С большой последовательностью Чехов и здесь вычеркивает излишне восторженную характеристику, данную Гурову Анной Сергеевной: «Еще немного и я увлеклась бы вами серьезно. Вы такой хороший, такой милый, чудный, редкий человек. Вас так легко полюбить! Но зачем любовь? Она разбила бы мою жизнь. Любить вас тайком, скрываться от всех — разве это не ужасно».
Глава заканчивается лирическим раздумьем Гурова, возвращающегося после отъезда Анны Сергеевны. Гуров, растроганный и грустный, анализируя свое отношение к Анне Сергеевне, испытывает легкое раскаяние. «Ведь эта молодая женщина,с которой он больше уже никогда не у видится, не была с ним счастлива... она называла его добрым, необыкновенным, возвышенным; очевидно, он казался ей не тем, чем был на самом деле, значит невольно обманывал ее...» (IX, 364).
В журнальном тексте эти думы Гурова заканчивались словами: «и теперь ему было неловко». В последней редакции Чехов снял эту концовку.
В третьей главе тема любви дается как тема Гурова, обновленного своим чувством к Анне Сергеевне.
Поэтический образ Анны Сергеевны, заполнивший все сознание Гурова, сталкивается с миром пошлости, символом которой является «осетрина с душком». Это столкновение заканчивается внутренней победой Анны Сергеевны, ее торжеством — происходит перерождение Гурова.
Все изменения, внесенные Чеховым в журнальный текст третьей главы, направлены к одной цели — как можно убедительнее обнаружить это новое в облике Гурова.
Чехов последовательно исключает все то, что так или иначе мельчит и снижает образ Гурова. Так исключены фразы:
«... он бранил Крым, Ялту, татар, женщин, уверял, что Швейцария лучше».
«... ссорился с жильцами, дворниками, полицией».
«... легкое, беспечное настроение и чувство личной свободы исчезли».
В следующем абзаце оставлена только одна фраза, чрезвычайно лаконичная и выразительная для характеристики того обывательского мира, в который окунулся Гуров в Москве:
«Уже он мог съесть целую порцию селянки на сковородке, [и если бы Анна Сергеевна видела, как он выходил из ресторана красный, мрачный, недовольный, то быть может поняла бы, что в нем нет ничего возвышенного и необыкновенного]».
Чехов устраняет из первоначального текста лишние слова, добиваясь большей сдержанности и цельности изложения:
«И приходилось говорить неопределенно о любви, о женщинах, [говорил он долго, просил спеть что-нибудь, сам пел], и никто не догадывался в чем дело».

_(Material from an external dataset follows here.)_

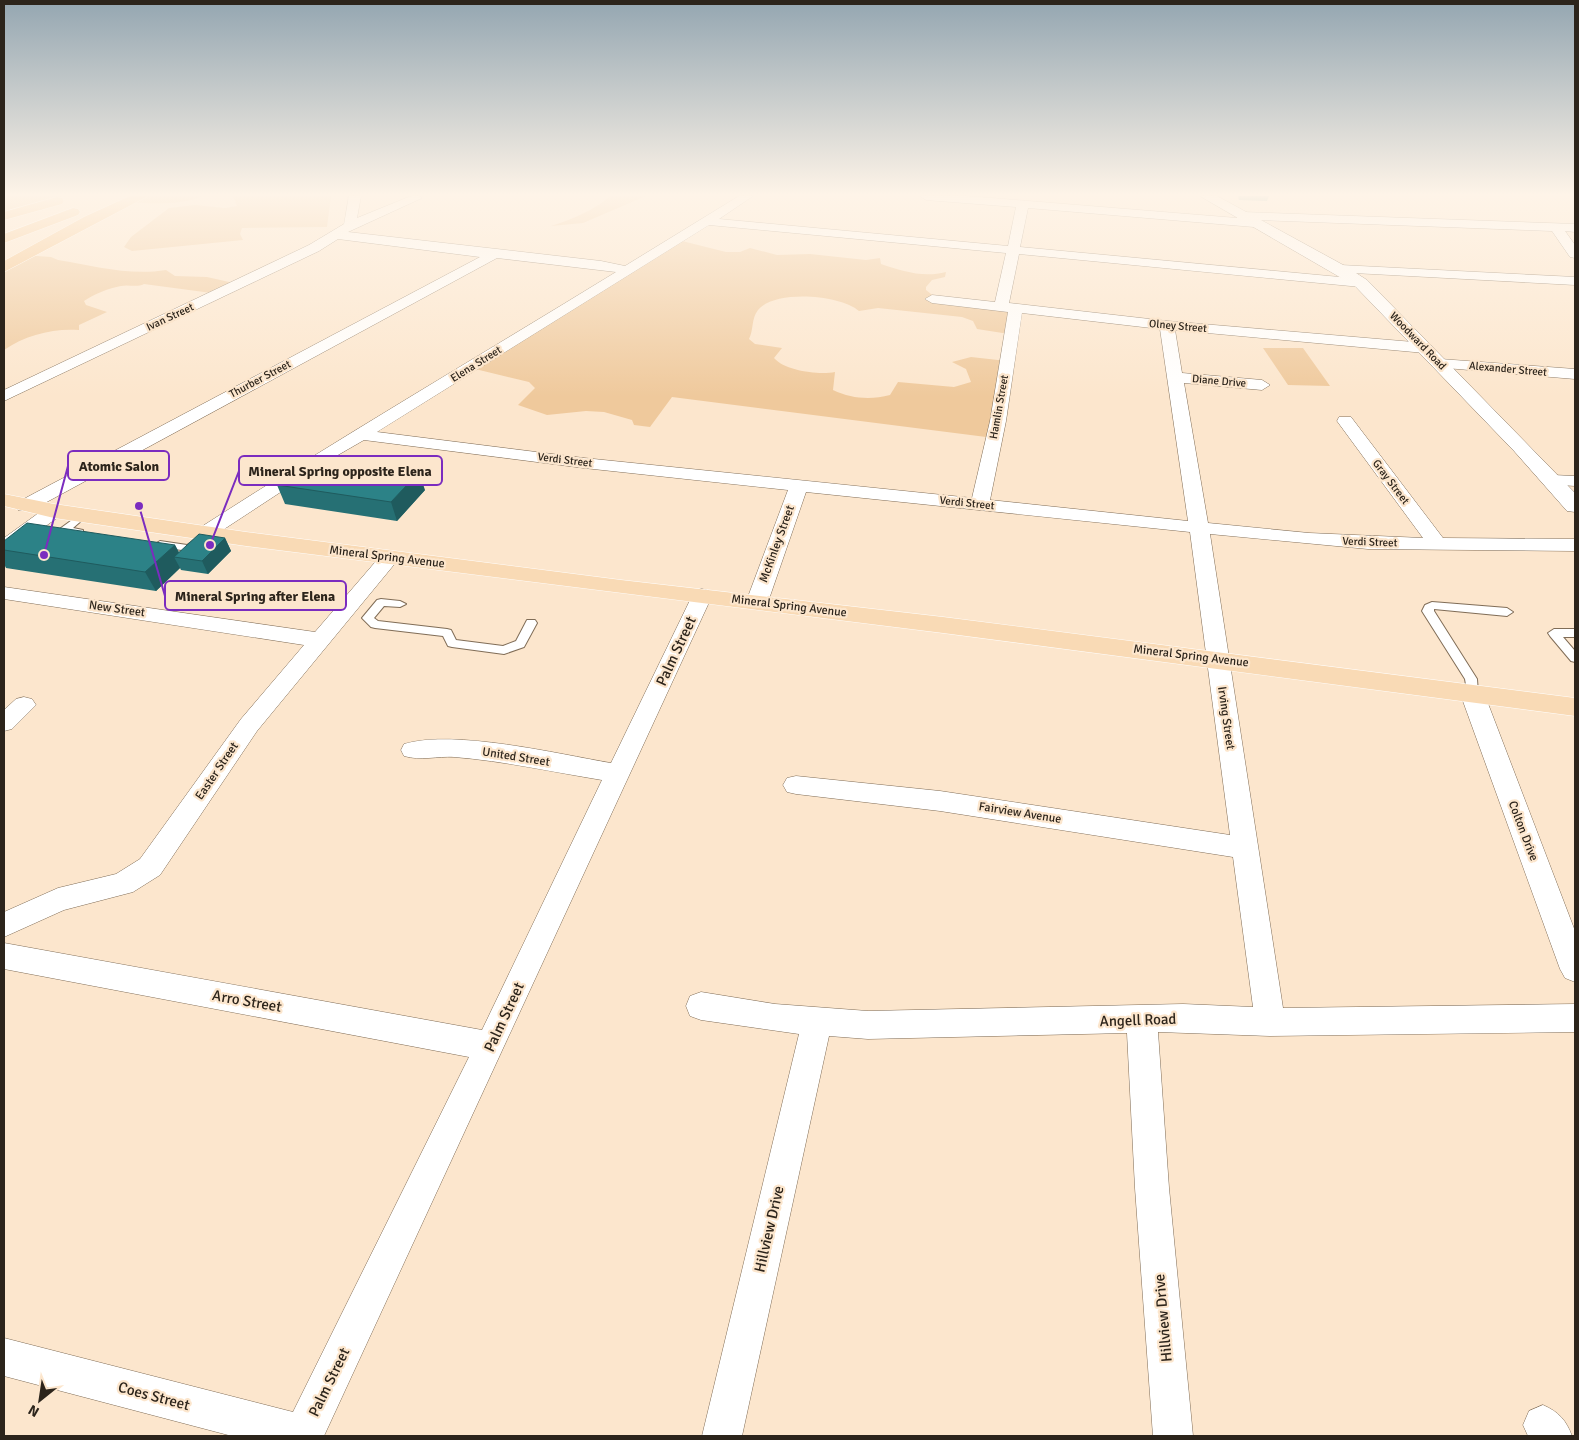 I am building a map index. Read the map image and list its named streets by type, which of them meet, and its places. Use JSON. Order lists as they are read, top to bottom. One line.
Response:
{"streets":{"main road":["Mineral Spring Avenue"],"street":["Ivan Street","Olney Street","Woodward Road","Elena Street","Alexander Street","Thurber Street","Diane Drive","Hamlin Street","Verdi Street","Gray Street","McKinley Street","New Street","Palm Street","Irving Street","United Street","Easter Street","Fairview Avenue","Colton Drive","Arro Street","Angell Road","Hillview Drive","Coes Street"]},"crossings":[["Olney Street","Woodward Road"],["Olney Street","Hamlin Street"],["Olney Street","Irving Street"],["Woodward Road","Alexander Street"],["Elena Street","Verdi Street"],["Elena Street","Mineral Spring Avenue"],["Thurber Street","Mineral Spring Avenue"],["Diane Drive","Irving Street"],["Hamlin Street","Verdi Street"],["Verdi Street","Gray Street"],["Verdi Street","McKinley Street"],["Verdi Street","Irving Street"],["McKinley Street","Mineral Spring Avenue"],["Mineral Spring Avenue","Palm Street"],["Mineral Spring Avenue","Irving Street"],["Mineral Spring Avenue","Easter Street"],["Mineral Spring Avenue","Colton Drive"],["New Street","Easter Street"],["Palm Street","United Street"],["Palm Street","Arro Street"],["Palm Street","Coes Street"],["Irving Street","Fairview Avenue"],["Irving Street","Angell Road"],["Angell Road","Hillview Drive"]],"places":["Mineral Spring after Elena","Mineral Spring opposite Elena","Atomic Salon"],"north":"bottom left"}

Блестяще написанная Чеховым небольшая сценка разговора Гурова с партнером по клубу тоже подвергается небольшому, но очень существенному изменению. В первоначальном тексте сообщение Гурова о знакомстве с Анной Сергеевной встречено его собеседником с долей внимания. Он даже задает вопрос: «Когда?» И Гуров, ободренный вниманием, начинает рассказывать. В окончательном тексте это место вычеркнуто.
Если бы вы знали с какой очаровательной женщиной я познакомился в Ялте!
[ — Когда?
Этой осенью. Нельзя сказать, чтобы она была особенно красива, но впечатление она произвела на меня неотразимое. Я до сих пор сам не свой.]
Чиновник сел в сани и поехал, но вдруг обернулся и (окликнул] воскликнул:
Дмитрий Дмитрич!
Что?
А давеча вы были правы: осетрина-то [была не свежая!] с душком!
В позднейшем варианте слова Гурова не вызывают даже минутного интереса у собеседника, который весь поглощен сытным ужином. В ответ Гуров слышит лишь оскорбившую его и прозвучавшую таким контрастом его мыслям и чувствам фразу об «осетрине с душком». В журнальном тексте было: «осетрина-то не свежая». Изменяя фразу, Чехов усиливает ее бытовую обывательскую интонацию.
Этот разговор, прежде показавшийся бы Гурову таким обычным, теперь открыл ему глаза на всю пошлость окружающей его жизни. «Какие дикие нравы, какие лица! Что за бестолковые ночи, какие неинтересные, незаметные дни!